(Activity):
Once the pictures are set aside, copy the records below exactly as they stand.

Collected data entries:
-- Opening Marker --

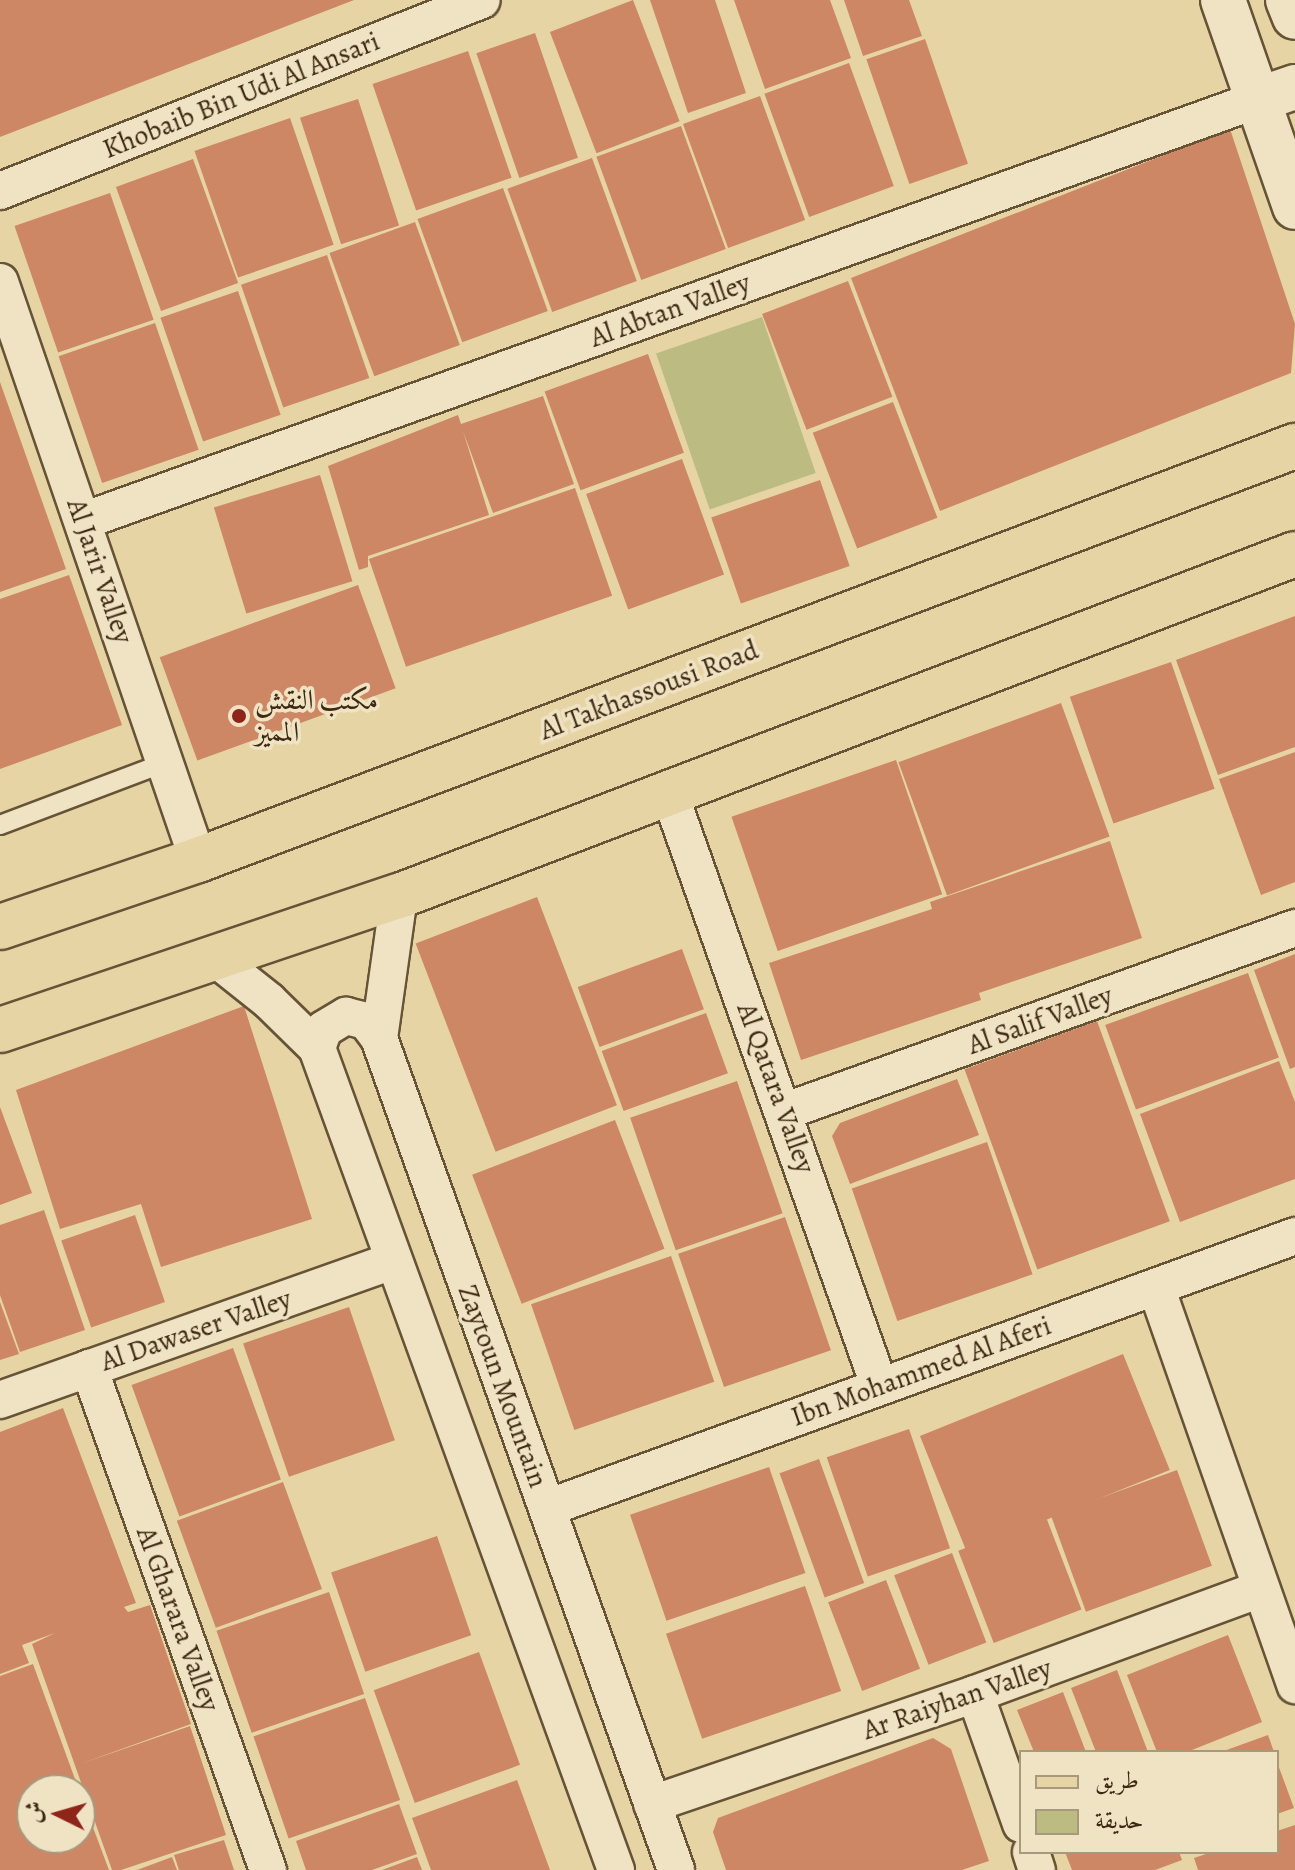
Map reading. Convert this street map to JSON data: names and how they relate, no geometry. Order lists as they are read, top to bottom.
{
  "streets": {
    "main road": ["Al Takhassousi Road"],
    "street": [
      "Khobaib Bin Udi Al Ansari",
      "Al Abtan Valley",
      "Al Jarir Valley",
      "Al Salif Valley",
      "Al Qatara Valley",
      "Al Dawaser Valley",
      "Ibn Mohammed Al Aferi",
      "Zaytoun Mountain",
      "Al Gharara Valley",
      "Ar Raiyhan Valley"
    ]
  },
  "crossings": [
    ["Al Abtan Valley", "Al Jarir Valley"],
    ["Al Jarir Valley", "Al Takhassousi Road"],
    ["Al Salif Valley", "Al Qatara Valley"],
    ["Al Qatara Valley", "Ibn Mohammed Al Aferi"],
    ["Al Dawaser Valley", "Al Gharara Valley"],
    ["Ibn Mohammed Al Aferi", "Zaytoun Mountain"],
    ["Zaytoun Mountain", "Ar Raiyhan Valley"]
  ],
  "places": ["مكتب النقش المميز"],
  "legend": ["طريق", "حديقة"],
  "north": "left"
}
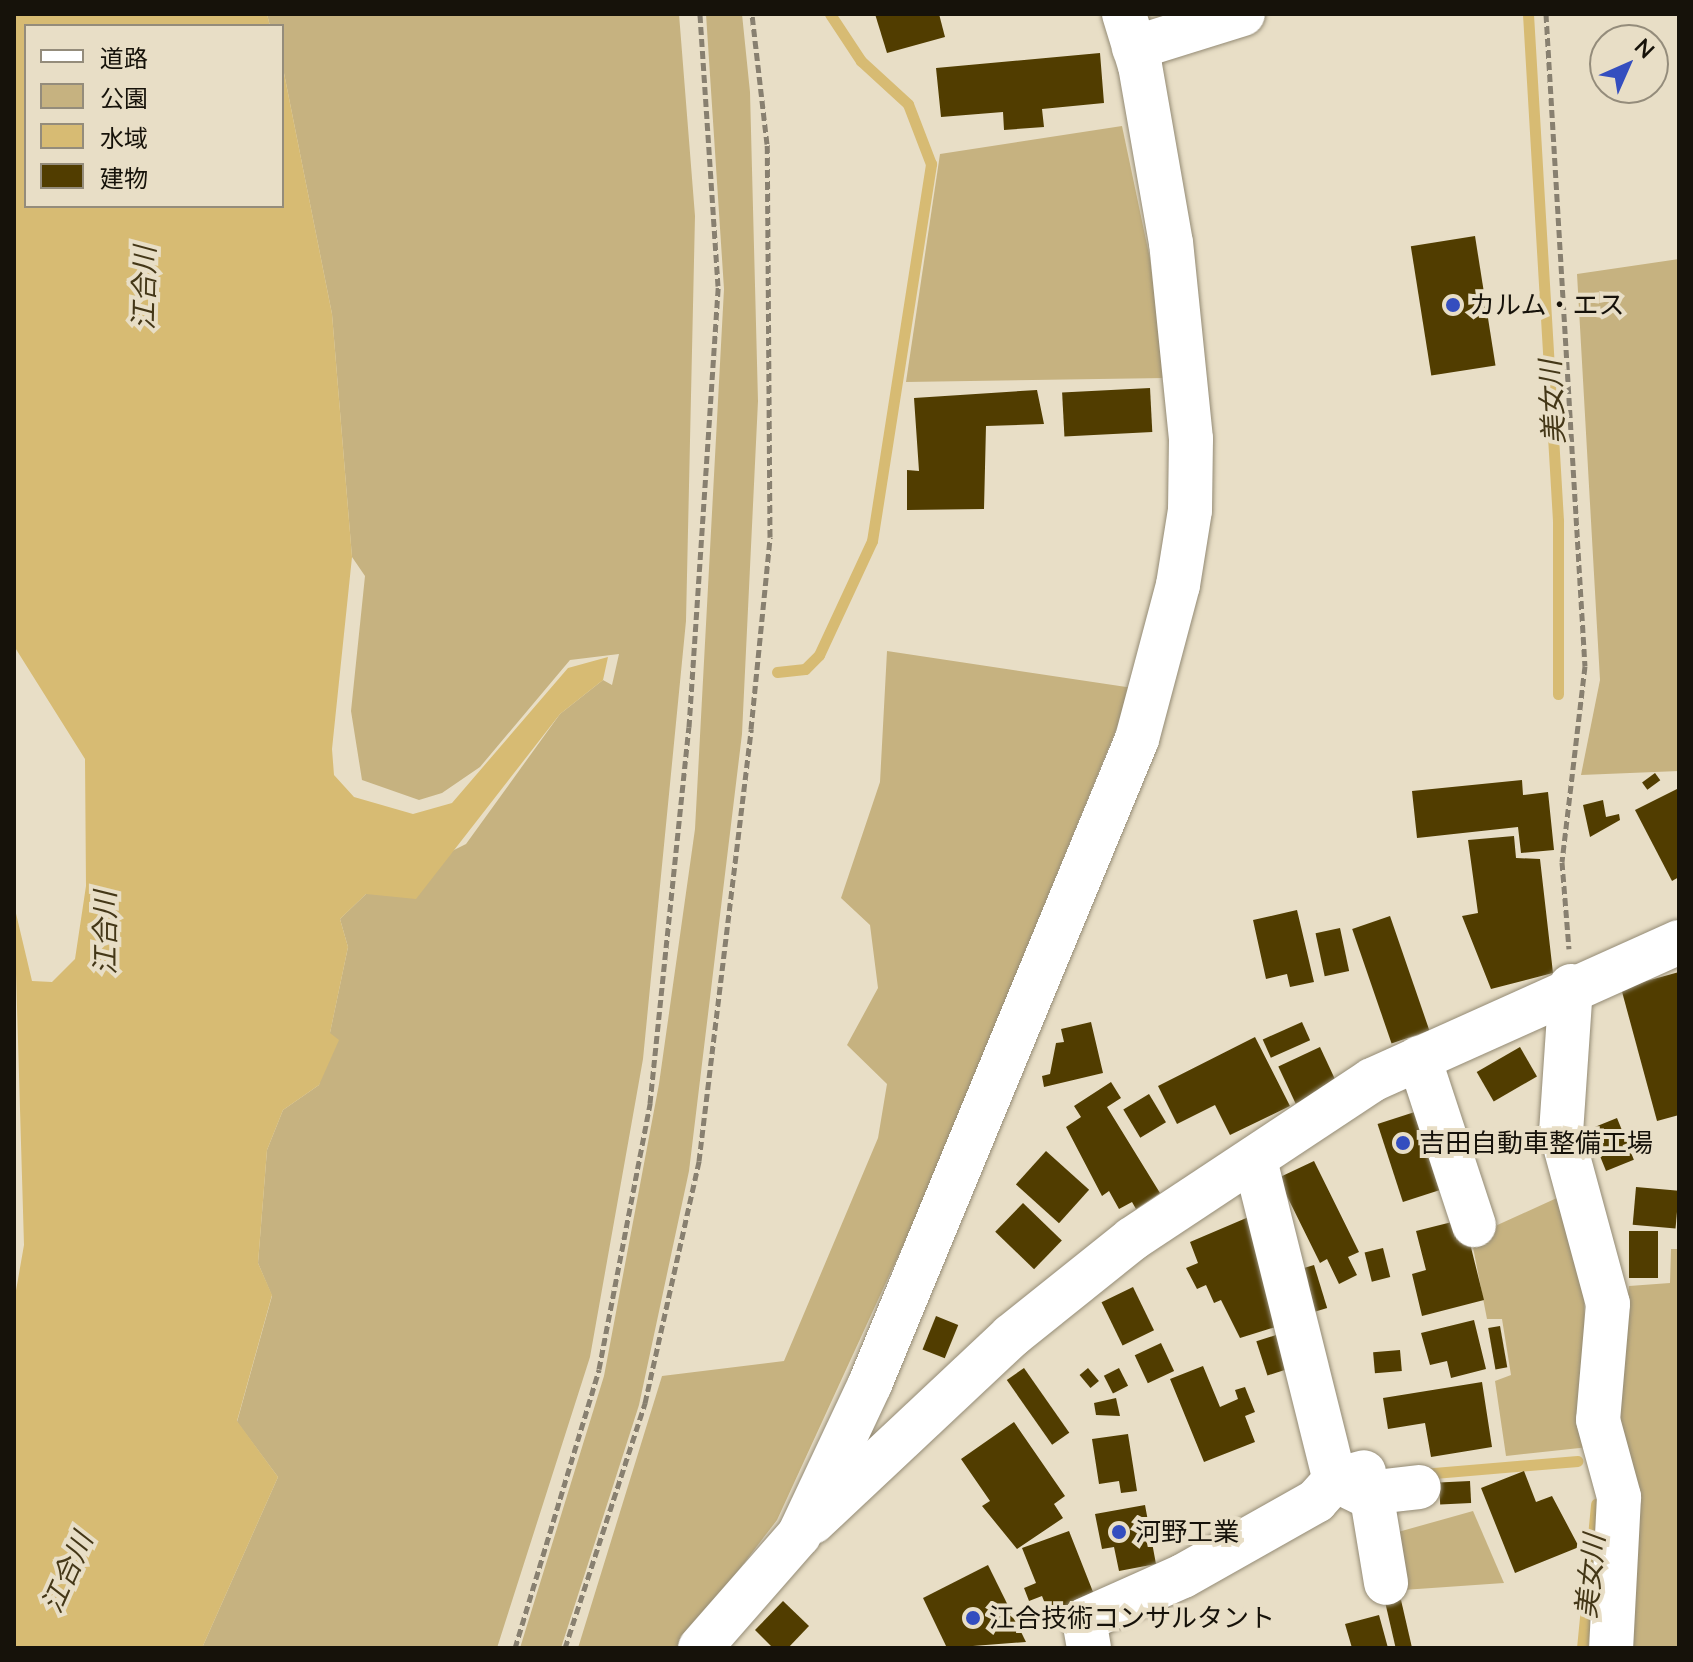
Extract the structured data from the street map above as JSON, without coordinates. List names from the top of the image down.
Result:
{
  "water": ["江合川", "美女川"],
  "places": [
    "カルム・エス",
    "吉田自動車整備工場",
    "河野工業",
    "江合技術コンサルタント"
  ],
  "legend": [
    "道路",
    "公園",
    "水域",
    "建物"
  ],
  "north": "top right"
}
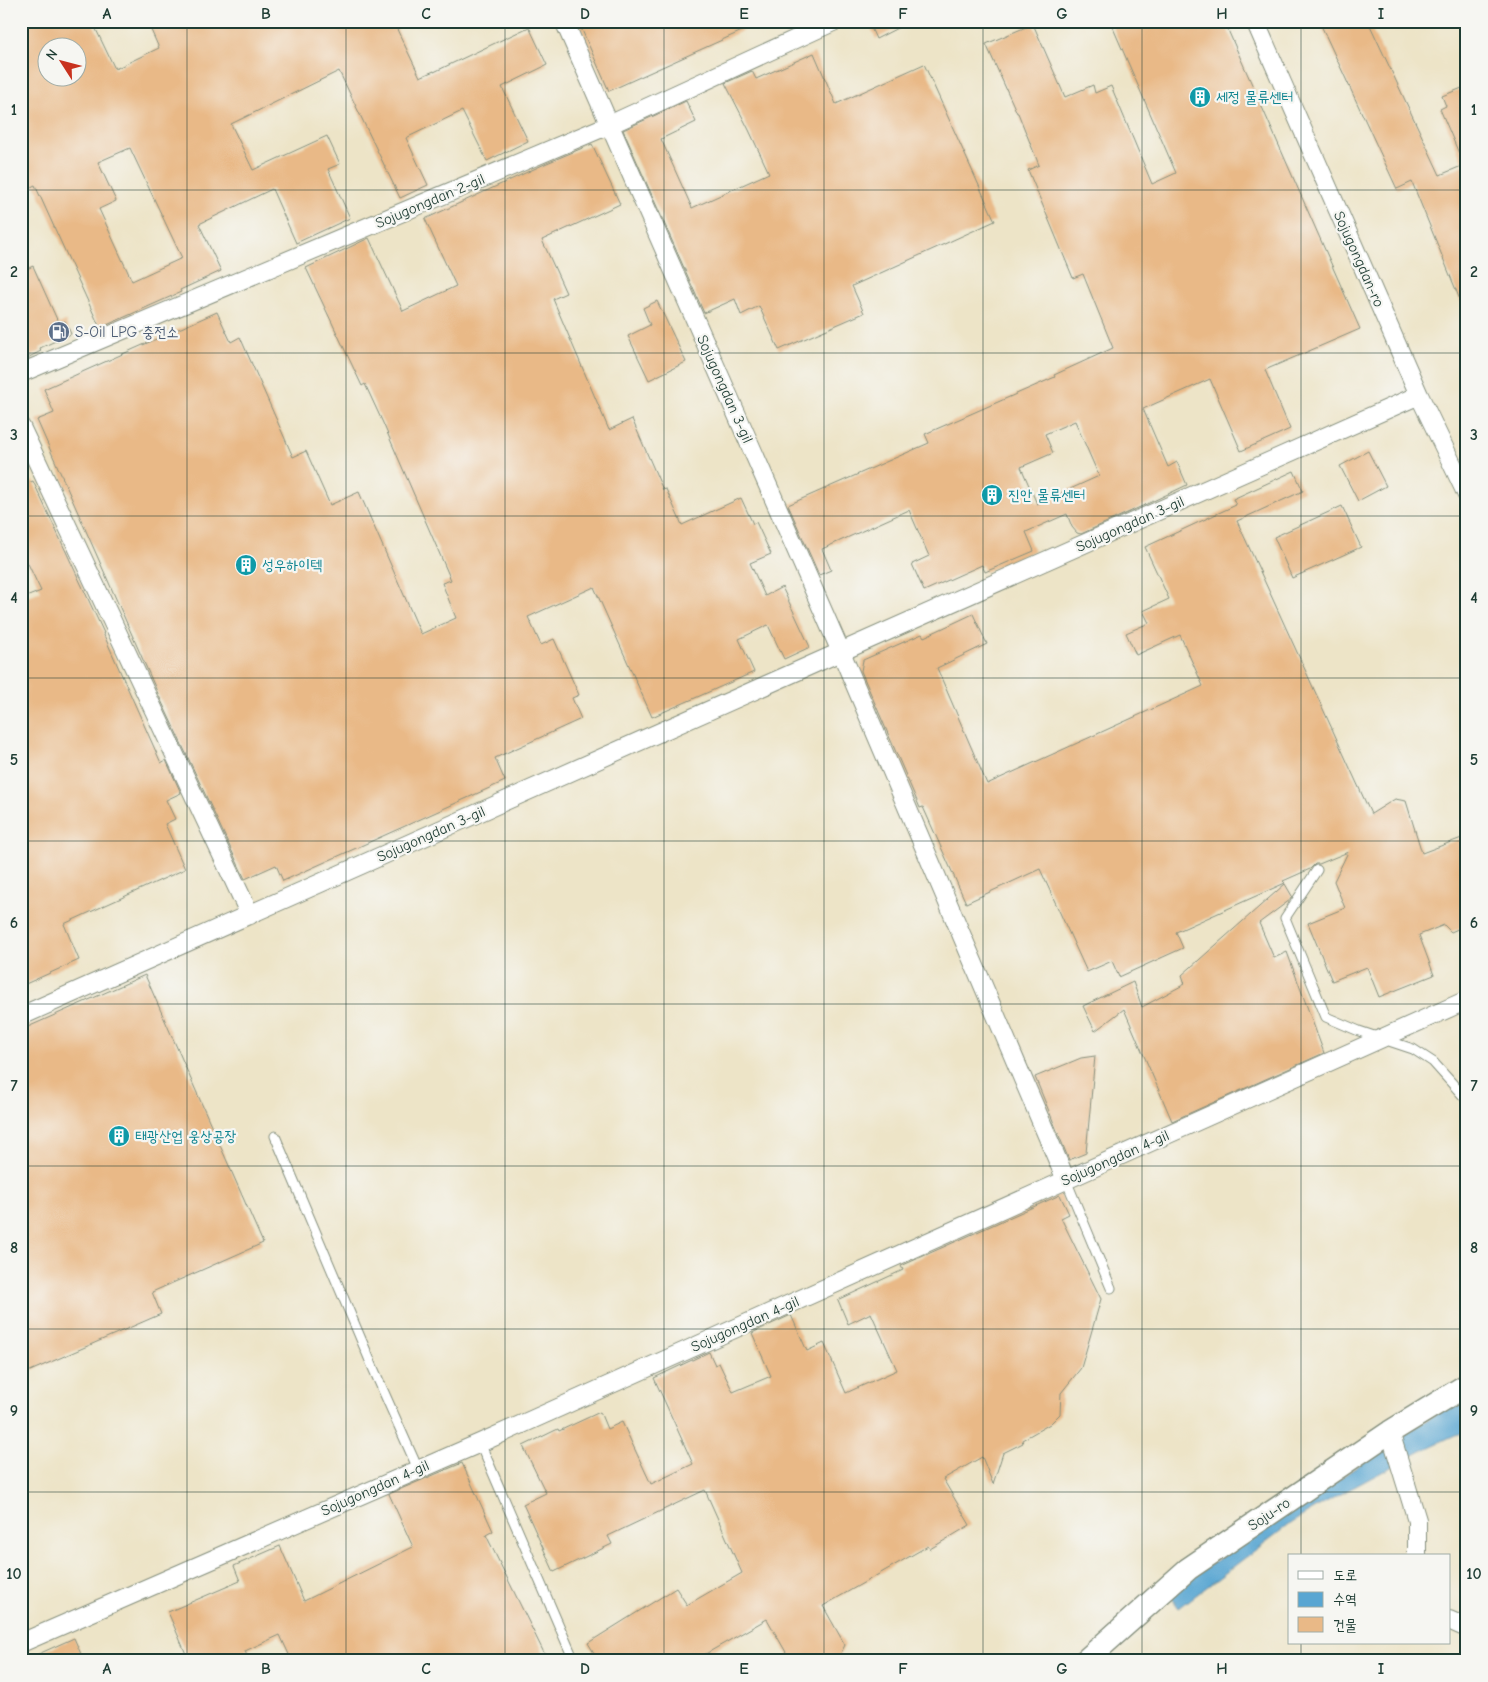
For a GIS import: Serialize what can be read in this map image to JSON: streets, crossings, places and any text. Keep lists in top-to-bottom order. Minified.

-- Closing Marker --

(Result of the exercise):
Map reading. Convert this street map to JSON data: names and how they relate, no geometry. Order lists as they are read, top to bottom.
{
  "streets": {
    "main road": ["Al Takhassousi Road"],
    "street": [
      "Khobaib Bin Udi Al Ansari",
      "Al Abtan Valley",
      "Al Jarir Valley",
      "Al Salif Valley",
      "Al Qatara Valley",
      "Al Dawaser Valley",
      "Ibn Mohammed Al Aferi",
      "Zaytoun Mountain",
      "Al Gharara Valley",
      "Ar Raiyhan Valley"
    ]
  },
  "crossings": [
    ["Al Abtan Valley", "Al Jarir Valley"],
    ["Al Jarir Valley", "Al Takhassousi Road"],
    ["Al Salif Valley", "Al Qatara Valley"],
    ["Al Qatara Valley", "Ibn Mohammed Al Aferi"],
    ["Al Dawaser Valley", "Al Gharara Valley"],
    ["Ibn Mohammed Al Aferi", "Zaytoun Mountain"],
    ["Zaytoun Mountain", "Ar Raiyhan Valley"]
  ],
  "places": ["مكتب النقش المميز"],
  "legend": ["طريق", "حديقة"],
  "north": "left"
}
Extract the structured data from the street map above as JSON, without coordinates. List names from the top of the image down.
Result:
{
  "water": ["江合川", "美女川"],
  "places": [
    "カルム・エス",
    "吉田自動車整備工場",
    "河野工業",
    "江合技術コンサルタント"
  ],
  "legend": [
    "道路",
    "公園",
    "水域",
    "建物"
  ],
  "north": "top right"
}
For a GIS import: Serialize what can be read in this map image to JSON: streets, crossings, places and any text. Keep lists in top-to-bottom order. Minified.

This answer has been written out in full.